This blog post has been updated on February 6, 2018 with the latest benchmark results for InfluxDB 1.4.2 and Cassandra v3.11.1. To provide you with the latest findings, this blog is regularly updated with the latest benchmark figures.
At InfluxData, one of the common questions we regularly get asked by developers and architects alike is: “How does InfluxDB compare to Cassandra for time series workloads?” This question might be prompted for a few reasons. First, if they’re starting a brand new project and doing the due diligence of evaluating a few solutions head-to-head, it can be helpful in creating their comparison grid. Second, they might already be using Cassandra for ingesting data in an existing application, but would like to now see how they can integrate metrics collection into their system and believe there might be a better solution than Cassandra for this task.

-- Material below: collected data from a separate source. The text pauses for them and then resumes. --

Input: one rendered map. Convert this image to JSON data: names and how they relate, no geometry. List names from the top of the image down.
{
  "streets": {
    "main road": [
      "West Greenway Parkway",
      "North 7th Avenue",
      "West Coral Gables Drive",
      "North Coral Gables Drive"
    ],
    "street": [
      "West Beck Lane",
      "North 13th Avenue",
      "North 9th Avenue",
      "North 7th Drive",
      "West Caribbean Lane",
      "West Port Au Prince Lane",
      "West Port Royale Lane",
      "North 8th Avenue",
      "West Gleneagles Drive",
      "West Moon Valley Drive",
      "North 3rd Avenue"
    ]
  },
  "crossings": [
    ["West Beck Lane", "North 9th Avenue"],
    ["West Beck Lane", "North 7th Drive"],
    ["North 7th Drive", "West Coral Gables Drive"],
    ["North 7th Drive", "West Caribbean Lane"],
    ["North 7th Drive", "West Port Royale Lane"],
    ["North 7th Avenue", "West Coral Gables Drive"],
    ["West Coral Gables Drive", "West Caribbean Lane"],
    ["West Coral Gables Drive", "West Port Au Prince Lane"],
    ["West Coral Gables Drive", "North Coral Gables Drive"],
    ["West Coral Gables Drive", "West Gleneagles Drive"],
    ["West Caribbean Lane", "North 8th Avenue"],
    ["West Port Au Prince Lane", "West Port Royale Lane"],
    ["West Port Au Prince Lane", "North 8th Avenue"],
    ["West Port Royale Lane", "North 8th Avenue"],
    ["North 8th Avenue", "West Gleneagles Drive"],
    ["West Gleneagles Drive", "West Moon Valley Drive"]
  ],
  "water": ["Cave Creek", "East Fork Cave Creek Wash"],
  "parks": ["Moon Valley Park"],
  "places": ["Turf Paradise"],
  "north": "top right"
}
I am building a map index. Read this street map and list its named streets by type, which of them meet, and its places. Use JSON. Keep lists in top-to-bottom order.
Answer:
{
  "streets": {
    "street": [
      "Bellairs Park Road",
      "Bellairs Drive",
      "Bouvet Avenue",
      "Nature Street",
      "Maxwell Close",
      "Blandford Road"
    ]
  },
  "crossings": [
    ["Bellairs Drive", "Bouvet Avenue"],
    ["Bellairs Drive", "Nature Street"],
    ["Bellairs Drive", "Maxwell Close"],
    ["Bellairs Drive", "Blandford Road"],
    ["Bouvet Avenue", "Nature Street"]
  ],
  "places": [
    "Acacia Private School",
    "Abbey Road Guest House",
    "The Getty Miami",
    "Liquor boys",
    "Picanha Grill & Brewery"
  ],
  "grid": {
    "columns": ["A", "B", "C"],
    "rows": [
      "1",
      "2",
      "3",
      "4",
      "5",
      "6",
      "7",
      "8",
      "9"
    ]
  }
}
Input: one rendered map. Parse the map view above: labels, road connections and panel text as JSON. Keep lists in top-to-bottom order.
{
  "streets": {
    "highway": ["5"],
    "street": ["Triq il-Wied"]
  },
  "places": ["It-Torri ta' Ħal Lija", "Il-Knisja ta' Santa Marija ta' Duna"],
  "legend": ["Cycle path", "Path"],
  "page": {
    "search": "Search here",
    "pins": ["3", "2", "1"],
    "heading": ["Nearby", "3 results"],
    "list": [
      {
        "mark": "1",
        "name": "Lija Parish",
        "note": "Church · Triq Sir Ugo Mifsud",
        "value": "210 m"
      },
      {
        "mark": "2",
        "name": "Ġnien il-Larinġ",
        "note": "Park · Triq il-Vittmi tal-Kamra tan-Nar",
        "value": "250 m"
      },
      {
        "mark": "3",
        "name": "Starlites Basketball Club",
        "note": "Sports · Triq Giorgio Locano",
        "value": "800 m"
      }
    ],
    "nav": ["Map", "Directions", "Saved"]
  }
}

Over the last few weeks, an external partnering company called Bonitoo.io set out to compare the performance and features of InfluxDB and Cassandra for common time series workloads, specifically looking at the rates of data ingestion, on-disk data compression, and query performance. InfluxDB outperformed Cassandra in all three tests with 13.8x greater write throughput, while using 16.2x less disk space, and delivering up to 21x faster response times for tested queries.
Before we dig into the details of the benchmarks, it’s important to point out that doing a head-to-head comparison of InfluxDB and Cassandra for time series workloads was impossible without first writing a significant amount of application code to make up for Cassandra’s lacking functionality. Effectively, you’d need to rewrite portions of InfluxDB in your own application. In order to put these benchmarks together, we had to write some basic versions of these features, but a production application would take significantly more effort.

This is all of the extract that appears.